For the copy, please give all of the data again exactly and leave the pictures out.

________

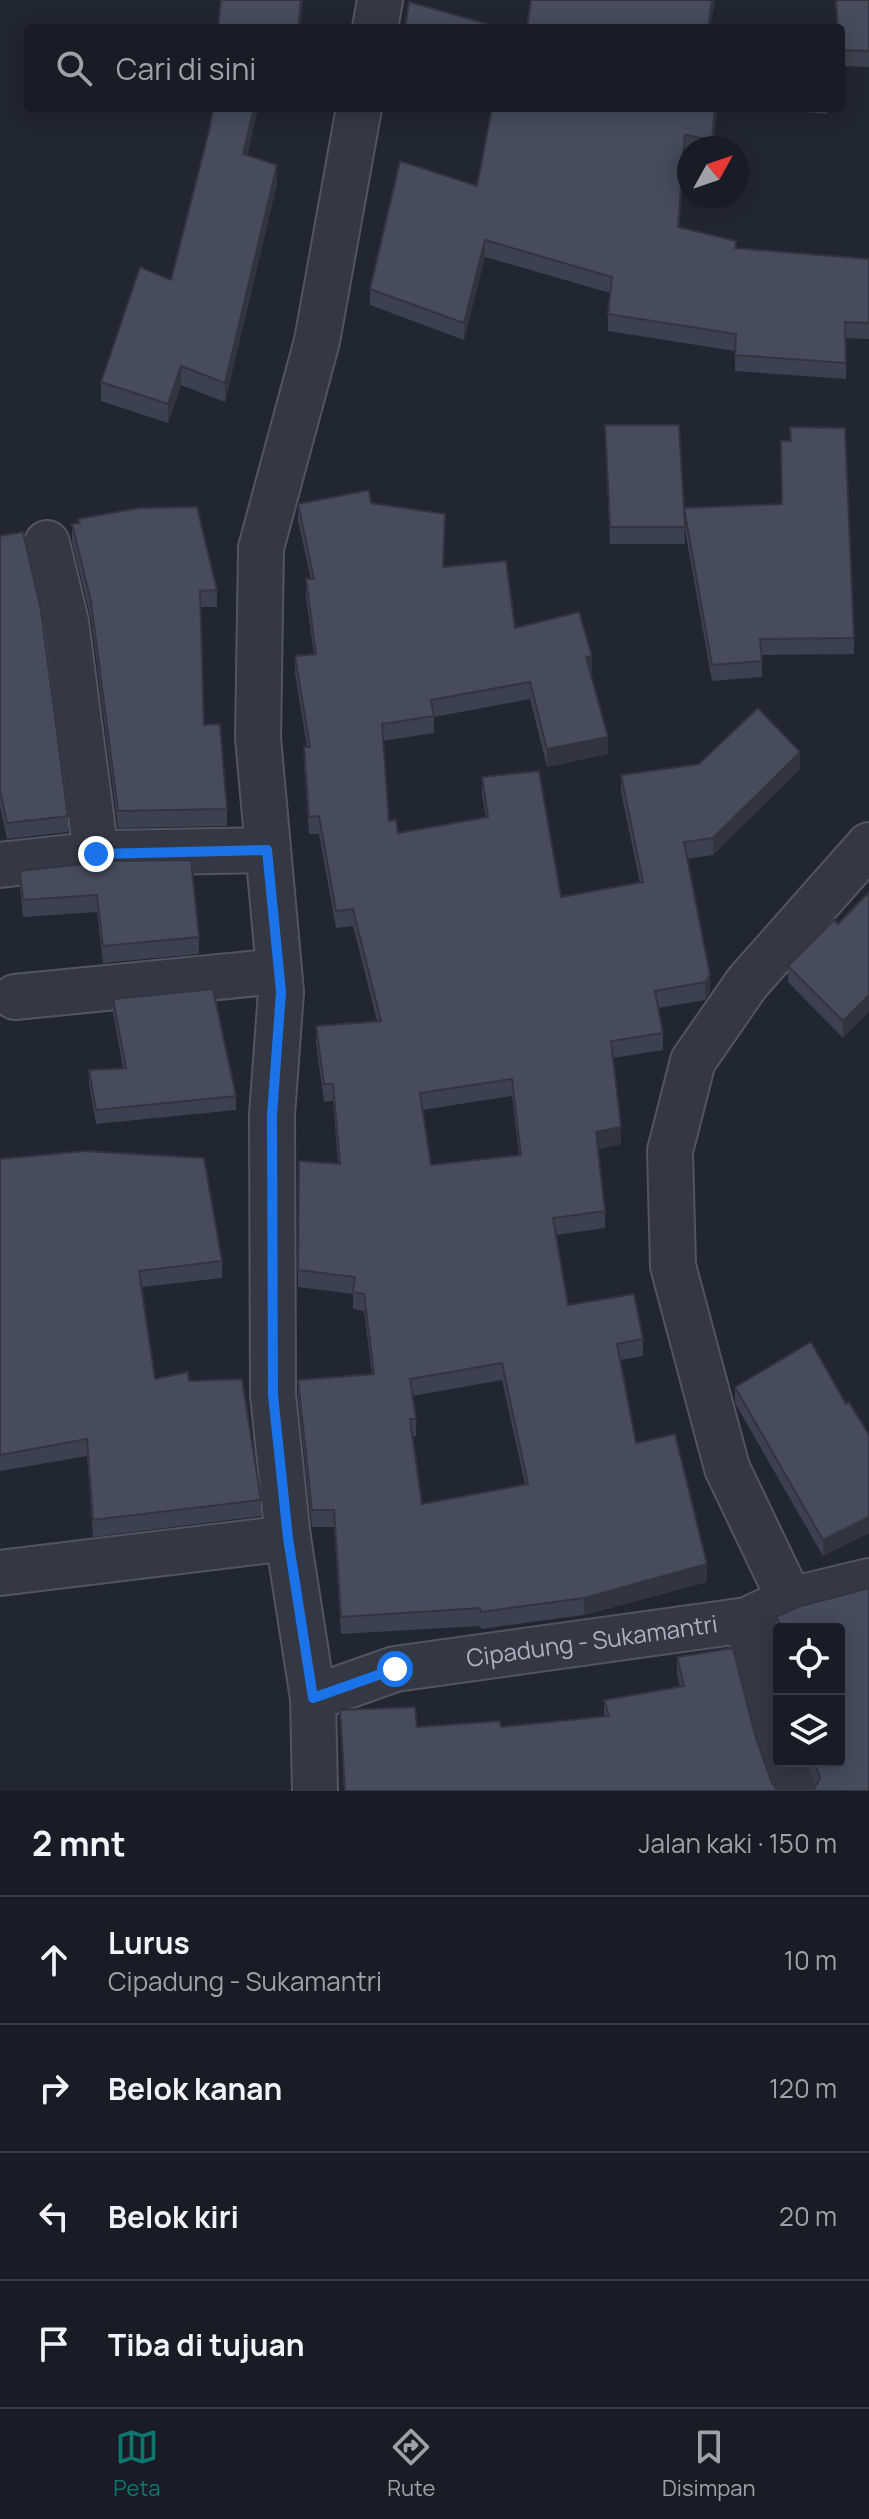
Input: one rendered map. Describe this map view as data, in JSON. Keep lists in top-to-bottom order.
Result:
{
  "streets": {
    "street": ["Cipadung - Sukamantri"]
  },
  "north": "top right",
  "page": {
    "search": "Cari di sini",
    "heading": ["2 mnt", "Jalan kaki · 150 m"],
    "list": [
      ["Lurus", "Cipadung - Sukamantri", "10 m"],
      ["Belok kanan", "120 m"],
      ["Belok kiri", "20 m"],
      "Tiba di tujuan"
    ],
    "nav": ["Peta", "Rute", "Disimpan"]
  }
}
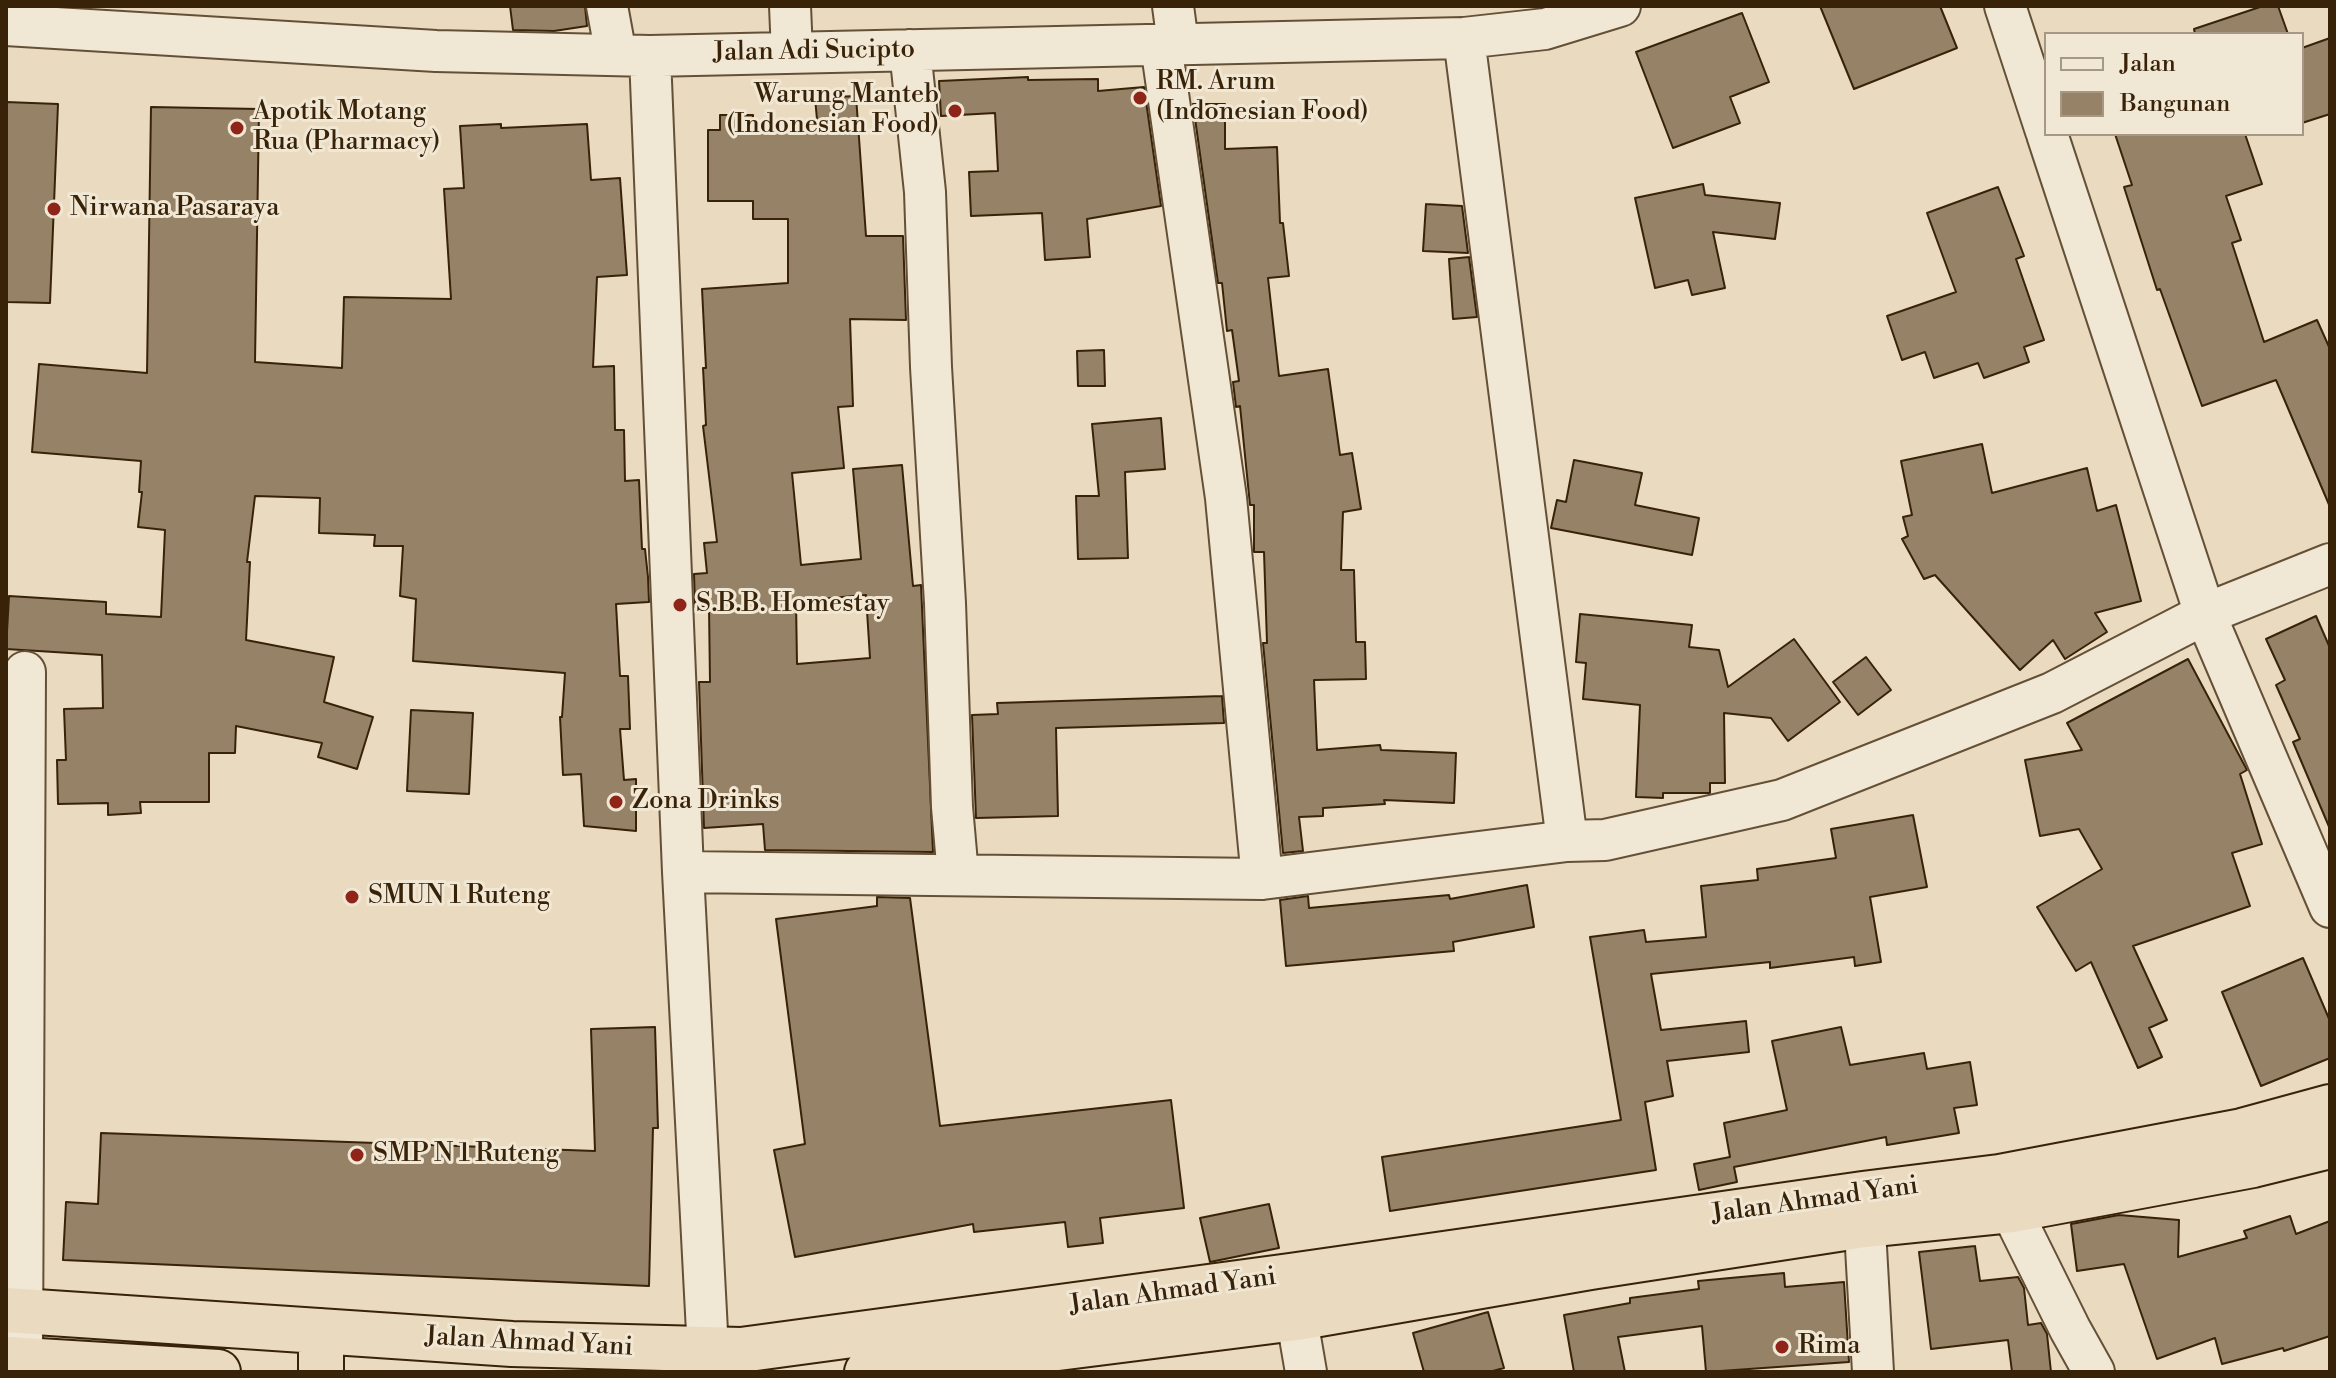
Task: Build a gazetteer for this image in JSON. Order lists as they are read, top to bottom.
{
  "streets": {
    "highway": ["Jalan Ahmad Yani"],
    "street": ["Jalan Adi Sucipto"]
  },
  "places": [
    "RM. Arum (Indonesian Food)",
    "Warung Manteb (Indonesian Food)",
    "Apotik Motang Rua (Pharmacy)",
    "Nirwana Pasaraya",
    "S.B.B. Homestay",
    "Zona Drinks",
    "SMUN 1 Ruteng",
    "SMP N 1 Ruteng",
    "Rima"
  ],
  "legend": ["Jalan", "Bangunan"]
}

________

- _ANSWER SECTION_
Input: one rendered map. Describe this map view as data, in JSON. Keep lists in top-to-bottom order.
Result:
{
  "streets": {
    "street": ["Cipadung - Sukamantri"]
  },
  "north": "top right",
  "page": {
    "search": "Cari di sini",
    "heading": ["2 mnt", "Jalan kaki · 150 m"],
    "list": [
      ["Lurus", "Cipadung - Sukamantri", "10 m"],
      ["Belok kanan", "120 m"],
      ["Belok kiri", "20 m"],
      "Tiba di tujuan"
    ],
    "nav": ["Peta", "Rute", "Disimpan"]
  }
}
Task: Build a gazetteer for this image in JSON. Order lists as they are read, top to bottom.
{
  "streets": {
    "highway": ["Jalan Ahmad Yani"],
    "street": ["Jalan Adi Sucipto"]
  },
  "places": [
    "RM. Arum (Indonesian Food)",
    "Warung Manteb (Indonesian Food)",
    "Apotik Motang Rua (Pharmacy)",
    "Nirwana Pasaraya",
    "S.B.B. Homestay",
    "Zona Drinks",
    "SMUN 1 Ruteng",
    "SMP N 1 Ruteng",
    "Rima"
  ],
  "legend": ["Jalan", "Bangunan"]
}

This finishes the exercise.